After running into home run problems with his fastball in 2019, Burnes says he’s largely scrapped his approach from last season

MLB: Pittsburgh Pirates at Milwaukee Brewers Michael McLoone-USA TODAY Sports

While 2019 saw many disappointing performances for the Brewers, none were quite as disappointing as Corbin Burnes’.

After an electric debut in 2018, the organization’s former Minor League Pitcher of the Year saw things fall apart for him almost from the start last season. His first career start seemed like it might be historic, when he struck out just about every St. Louis Cardinal that walked to the plate, ending up with 12 strikeouts before they seemed to figure him out, tagging him for 4 earned runs on 3 homers.

Things quickly went downhill from there, and he lost his rotation spot by May. Even trips to the minors and a return to the bullpen couldn’t quite get him back on track, as any sort of sustained success proved to be elusive.

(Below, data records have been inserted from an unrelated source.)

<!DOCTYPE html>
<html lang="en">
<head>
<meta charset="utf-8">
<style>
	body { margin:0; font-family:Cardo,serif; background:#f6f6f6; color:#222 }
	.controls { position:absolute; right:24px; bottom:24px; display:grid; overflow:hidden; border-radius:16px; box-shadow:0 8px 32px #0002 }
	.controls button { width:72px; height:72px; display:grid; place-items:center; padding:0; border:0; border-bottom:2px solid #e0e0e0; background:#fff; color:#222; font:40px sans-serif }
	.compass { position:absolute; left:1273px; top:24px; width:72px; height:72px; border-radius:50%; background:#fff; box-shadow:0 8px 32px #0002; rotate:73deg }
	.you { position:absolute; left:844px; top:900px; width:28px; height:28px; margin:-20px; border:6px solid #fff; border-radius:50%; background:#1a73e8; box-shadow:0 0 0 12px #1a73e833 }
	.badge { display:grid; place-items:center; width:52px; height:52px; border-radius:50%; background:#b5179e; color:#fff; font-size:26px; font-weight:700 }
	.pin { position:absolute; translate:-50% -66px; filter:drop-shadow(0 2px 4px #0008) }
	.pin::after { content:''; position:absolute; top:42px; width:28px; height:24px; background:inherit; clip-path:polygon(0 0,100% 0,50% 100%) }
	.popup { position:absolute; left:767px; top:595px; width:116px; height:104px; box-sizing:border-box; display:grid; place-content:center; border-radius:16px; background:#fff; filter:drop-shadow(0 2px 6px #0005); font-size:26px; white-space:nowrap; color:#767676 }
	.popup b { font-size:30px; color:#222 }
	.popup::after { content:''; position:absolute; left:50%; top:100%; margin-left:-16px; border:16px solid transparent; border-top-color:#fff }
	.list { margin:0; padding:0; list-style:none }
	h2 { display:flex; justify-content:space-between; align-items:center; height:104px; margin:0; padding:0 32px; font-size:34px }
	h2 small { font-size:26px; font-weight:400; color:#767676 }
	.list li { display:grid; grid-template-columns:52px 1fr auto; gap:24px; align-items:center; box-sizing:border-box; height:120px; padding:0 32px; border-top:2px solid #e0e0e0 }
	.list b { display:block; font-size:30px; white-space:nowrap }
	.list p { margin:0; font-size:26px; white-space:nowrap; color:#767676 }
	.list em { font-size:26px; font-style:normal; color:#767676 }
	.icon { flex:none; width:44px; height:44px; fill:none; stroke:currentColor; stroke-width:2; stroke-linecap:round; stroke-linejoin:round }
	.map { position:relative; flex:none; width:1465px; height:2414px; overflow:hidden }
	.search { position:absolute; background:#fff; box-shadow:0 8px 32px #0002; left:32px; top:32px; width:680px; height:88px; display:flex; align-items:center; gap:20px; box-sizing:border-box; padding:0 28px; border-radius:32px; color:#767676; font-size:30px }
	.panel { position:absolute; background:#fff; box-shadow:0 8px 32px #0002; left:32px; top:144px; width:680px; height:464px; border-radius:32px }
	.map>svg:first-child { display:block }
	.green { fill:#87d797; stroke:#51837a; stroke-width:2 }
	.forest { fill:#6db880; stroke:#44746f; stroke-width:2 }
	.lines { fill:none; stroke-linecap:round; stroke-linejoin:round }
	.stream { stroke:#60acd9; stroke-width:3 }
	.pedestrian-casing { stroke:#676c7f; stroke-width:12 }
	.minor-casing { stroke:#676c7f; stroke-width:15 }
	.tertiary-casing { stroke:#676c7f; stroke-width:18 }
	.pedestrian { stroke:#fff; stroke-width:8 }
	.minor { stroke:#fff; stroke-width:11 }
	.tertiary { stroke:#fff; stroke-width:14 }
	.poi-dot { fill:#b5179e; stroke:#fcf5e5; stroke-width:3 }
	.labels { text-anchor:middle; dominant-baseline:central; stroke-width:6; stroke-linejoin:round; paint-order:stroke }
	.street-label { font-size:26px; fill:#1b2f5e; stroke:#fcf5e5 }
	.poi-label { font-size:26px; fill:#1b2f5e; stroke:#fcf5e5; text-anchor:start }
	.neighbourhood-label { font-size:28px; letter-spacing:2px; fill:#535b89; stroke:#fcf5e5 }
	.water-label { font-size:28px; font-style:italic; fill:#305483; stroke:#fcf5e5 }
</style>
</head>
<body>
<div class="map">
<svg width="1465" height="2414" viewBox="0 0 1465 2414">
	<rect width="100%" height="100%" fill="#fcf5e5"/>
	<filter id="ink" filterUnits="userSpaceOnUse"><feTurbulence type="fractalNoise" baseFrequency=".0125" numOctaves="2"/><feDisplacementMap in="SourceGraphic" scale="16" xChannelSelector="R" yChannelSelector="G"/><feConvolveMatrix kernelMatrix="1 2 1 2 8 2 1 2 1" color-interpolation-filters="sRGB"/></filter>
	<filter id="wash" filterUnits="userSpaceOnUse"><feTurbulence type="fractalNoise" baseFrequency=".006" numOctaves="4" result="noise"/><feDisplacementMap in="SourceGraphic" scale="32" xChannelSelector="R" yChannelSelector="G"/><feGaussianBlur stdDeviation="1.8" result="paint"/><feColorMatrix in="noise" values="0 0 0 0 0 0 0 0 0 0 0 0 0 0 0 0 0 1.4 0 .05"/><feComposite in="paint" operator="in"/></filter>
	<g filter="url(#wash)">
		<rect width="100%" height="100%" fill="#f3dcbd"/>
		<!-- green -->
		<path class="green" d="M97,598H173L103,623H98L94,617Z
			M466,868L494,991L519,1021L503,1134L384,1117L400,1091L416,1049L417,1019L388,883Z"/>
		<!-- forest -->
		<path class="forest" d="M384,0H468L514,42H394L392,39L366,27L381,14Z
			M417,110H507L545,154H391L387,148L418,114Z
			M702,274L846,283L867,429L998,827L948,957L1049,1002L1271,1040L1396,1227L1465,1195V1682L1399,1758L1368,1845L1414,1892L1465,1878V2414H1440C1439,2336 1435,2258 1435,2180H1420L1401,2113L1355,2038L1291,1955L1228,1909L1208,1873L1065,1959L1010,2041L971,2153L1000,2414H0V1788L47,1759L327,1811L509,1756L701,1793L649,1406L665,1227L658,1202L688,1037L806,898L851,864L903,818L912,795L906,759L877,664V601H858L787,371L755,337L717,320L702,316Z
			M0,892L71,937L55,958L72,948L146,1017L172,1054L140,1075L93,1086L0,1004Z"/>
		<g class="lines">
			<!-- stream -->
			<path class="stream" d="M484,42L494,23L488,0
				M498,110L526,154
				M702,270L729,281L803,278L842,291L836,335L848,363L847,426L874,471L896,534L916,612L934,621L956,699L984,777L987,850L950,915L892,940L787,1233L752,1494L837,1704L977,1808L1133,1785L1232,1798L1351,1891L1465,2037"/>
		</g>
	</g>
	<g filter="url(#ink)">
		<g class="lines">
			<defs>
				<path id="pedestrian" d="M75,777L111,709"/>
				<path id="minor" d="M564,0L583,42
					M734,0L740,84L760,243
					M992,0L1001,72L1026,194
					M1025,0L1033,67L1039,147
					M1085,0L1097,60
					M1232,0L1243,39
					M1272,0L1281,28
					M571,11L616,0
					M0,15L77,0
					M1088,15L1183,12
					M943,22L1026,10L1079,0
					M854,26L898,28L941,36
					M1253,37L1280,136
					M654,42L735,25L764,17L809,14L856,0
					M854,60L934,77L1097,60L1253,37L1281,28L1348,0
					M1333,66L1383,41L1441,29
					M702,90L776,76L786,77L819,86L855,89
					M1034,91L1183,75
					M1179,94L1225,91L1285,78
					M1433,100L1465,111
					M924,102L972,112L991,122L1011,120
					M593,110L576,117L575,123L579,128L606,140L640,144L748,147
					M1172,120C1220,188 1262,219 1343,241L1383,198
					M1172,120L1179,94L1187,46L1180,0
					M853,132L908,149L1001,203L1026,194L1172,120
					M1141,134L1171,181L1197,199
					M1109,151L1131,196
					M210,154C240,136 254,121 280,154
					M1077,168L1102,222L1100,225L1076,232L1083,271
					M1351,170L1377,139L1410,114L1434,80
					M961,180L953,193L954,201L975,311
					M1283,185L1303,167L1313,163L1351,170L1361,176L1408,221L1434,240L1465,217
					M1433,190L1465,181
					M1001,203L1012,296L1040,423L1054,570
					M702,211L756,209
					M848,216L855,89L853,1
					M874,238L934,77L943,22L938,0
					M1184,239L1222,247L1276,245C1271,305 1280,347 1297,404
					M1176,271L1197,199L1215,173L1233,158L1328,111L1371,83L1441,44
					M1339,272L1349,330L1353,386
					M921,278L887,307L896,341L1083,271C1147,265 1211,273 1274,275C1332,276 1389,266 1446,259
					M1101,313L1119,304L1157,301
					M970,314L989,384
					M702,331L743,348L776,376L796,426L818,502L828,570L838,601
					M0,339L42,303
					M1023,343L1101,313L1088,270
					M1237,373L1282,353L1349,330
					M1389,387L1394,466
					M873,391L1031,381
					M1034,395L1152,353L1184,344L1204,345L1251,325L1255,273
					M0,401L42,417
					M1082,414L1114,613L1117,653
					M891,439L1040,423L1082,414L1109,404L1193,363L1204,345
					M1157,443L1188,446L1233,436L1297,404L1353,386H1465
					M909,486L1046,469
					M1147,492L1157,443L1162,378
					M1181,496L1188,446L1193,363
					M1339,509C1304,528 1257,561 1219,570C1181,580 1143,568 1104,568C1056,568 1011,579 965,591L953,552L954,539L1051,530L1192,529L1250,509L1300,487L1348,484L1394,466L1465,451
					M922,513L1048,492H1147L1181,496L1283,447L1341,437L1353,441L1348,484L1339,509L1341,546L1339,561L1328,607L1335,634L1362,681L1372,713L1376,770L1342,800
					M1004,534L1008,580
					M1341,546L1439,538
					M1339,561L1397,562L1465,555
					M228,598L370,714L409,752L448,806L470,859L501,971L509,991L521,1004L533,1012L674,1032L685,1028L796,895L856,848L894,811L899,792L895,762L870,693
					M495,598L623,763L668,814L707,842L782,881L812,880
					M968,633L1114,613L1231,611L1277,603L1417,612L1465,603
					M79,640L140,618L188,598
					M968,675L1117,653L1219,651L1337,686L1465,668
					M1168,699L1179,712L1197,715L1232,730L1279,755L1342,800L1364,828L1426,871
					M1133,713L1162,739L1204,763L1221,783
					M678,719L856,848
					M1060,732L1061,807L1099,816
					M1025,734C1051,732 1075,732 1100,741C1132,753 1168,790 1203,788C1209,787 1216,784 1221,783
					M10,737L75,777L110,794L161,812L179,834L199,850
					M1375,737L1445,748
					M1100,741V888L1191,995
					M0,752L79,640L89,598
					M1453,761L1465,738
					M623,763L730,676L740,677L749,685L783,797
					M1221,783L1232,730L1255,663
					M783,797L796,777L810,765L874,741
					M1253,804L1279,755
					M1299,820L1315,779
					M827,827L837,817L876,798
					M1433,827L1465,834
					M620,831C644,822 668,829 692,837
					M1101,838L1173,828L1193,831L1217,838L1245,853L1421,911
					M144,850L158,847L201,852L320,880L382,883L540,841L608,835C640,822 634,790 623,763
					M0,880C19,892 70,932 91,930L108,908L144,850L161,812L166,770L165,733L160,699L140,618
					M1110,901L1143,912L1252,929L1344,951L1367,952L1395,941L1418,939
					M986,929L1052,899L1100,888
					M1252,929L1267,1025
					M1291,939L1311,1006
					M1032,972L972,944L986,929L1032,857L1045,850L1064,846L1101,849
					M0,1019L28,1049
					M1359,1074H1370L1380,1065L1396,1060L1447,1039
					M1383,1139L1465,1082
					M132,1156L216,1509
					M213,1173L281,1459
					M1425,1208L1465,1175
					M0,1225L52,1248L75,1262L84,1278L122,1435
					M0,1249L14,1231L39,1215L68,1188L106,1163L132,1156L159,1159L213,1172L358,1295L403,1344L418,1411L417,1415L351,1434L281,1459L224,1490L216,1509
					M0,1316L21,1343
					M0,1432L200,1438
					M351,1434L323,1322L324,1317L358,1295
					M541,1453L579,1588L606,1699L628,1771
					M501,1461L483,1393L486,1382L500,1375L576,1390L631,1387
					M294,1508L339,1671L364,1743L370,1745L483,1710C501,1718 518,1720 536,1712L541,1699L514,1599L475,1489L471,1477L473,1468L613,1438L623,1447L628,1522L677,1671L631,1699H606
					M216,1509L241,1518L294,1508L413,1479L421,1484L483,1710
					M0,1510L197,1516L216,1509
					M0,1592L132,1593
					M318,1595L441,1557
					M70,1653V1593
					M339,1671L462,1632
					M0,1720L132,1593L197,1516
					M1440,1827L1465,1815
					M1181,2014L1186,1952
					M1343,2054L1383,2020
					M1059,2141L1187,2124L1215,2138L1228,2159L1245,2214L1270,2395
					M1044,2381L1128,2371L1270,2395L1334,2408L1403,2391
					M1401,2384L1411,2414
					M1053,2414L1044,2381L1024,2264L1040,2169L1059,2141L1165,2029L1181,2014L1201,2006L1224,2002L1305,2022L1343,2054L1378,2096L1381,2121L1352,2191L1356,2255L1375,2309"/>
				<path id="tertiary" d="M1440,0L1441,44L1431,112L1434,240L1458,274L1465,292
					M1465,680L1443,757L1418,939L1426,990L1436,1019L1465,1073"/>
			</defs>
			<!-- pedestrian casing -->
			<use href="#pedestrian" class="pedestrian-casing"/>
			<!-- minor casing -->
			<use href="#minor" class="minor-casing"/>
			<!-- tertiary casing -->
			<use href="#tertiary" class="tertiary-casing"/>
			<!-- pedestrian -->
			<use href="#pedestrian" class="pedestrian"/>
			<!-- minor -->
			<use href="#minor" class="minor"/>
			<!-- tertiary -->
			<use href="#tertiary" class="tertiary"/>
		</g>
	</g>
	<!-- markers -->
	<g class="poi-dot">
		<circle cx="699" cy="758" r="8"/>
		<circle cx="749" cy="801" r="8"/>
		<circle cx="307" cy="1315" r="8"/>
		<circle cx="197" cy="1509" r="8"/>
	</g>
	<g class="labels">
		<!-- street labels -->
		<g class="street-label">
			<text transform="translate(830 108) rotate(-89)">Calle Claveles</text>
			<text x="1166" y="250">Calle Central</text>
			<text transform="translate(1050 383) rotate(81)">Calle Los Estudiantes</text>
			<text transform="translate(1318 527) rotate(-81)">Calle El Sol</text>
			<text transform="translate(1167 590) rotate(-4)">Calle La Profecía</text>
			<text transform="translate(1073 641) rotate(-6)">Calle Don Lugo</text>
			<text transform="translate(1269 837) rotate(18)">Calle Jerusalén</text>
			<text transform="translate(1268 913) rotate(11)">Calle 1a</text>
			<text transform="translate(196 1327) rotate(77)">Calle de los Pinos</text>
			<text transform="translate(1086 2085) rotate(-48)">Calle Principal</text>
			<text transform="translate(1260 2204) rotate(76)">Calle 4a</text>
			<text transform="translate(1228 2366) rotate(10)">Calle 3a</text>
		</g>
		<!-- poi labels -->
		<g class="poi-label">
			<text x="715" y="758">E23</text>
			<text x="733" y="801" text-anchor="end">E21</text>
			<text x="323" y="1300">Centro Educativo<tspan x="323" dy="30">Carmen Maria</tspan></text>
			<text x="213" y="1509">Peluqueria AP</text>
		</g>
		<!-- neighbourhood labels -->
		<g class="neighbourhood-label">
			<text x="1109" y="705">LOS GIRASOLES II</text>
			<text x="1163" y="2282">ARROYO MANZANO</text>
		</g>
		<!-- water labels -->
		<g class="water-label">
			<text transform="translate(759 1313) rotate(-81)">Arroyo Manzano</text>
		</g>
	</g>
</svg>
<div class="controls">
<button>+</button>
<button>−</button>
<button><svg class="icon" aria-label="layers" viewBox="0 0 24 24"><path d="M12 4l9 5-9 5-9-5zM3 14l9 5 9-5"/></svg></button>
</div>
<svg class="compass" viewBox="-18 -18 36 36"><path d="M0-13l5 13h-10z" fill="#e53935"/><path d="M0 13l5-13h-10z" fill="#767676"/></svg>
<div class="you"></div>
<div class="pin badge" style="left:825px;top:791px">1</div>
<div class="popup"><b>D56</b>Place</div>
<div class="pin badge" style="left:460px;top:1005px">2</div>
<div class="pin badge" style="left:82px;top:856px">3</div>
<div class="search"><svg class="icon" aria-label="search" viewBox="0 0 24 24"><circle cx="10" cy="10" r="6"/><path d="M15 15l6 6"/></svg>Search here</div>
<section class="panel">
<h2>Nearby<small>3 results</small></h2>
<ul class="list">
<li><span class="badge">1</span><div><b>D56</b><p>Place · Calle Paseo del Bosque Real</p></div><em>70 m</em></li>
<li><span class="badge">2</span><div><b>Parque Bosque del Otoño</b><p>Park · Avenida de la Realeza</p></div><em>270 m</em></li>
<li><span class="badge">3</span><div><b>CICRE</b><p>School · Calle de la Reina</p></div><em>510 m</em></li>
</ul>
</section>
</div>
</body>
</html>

Much of the blame was his approach, which focused on a high-spin fastball that should be much better than it actually is. Despite possessing one of the better sliders in the game, Burnes continued to rely on his fastball — and throwing it low in the zone, which is an especially bad place to throw a high-spin fastball, due to how far it can travel. He even seemed defensive at times last season, trying to say he needed to throw the fastball before he could use his much better slider.

It appears that’s going to change this year.

On top of rumors in the winter that Burnes has been reworking his mechanics, it sounds like he’s been shown the light by the Brewers’ analytics department and the much-hyped “pitching lab.” Talking to reporters today, he says he’s almost completely scrapped his fastball-first approach from last season, and plans to instead base everything around his knockout slider this year.

It’s understandable if you want to take this with a grain of salt, since these types of stories are extremely common in the first few days after pitchers report to Spring Training. “Developed a new approach/pitch” is right up there with “best shape of his life” in terms of camp cliches — speaking of which, Shelby Miller reportedly lost 35 pounds — but if it ends up working out and Burnes can be the quality mid-rotation starter people thought he would be last year, the Brewers’ pitching situation suddenly looks a lot better than most figured it would.

When asked if Burnes would start the year in Triple-A if he doesn’t make the rotation or if he’d be a member of the big league bullpen, Craig Counsell didn’t give a clear answer.

Earlier in the winter, the Brewers said they see both Burnes and Freddy Peralta as starters heading into spring camp. Where they end up at the end of it may depend on what else happens over the next month.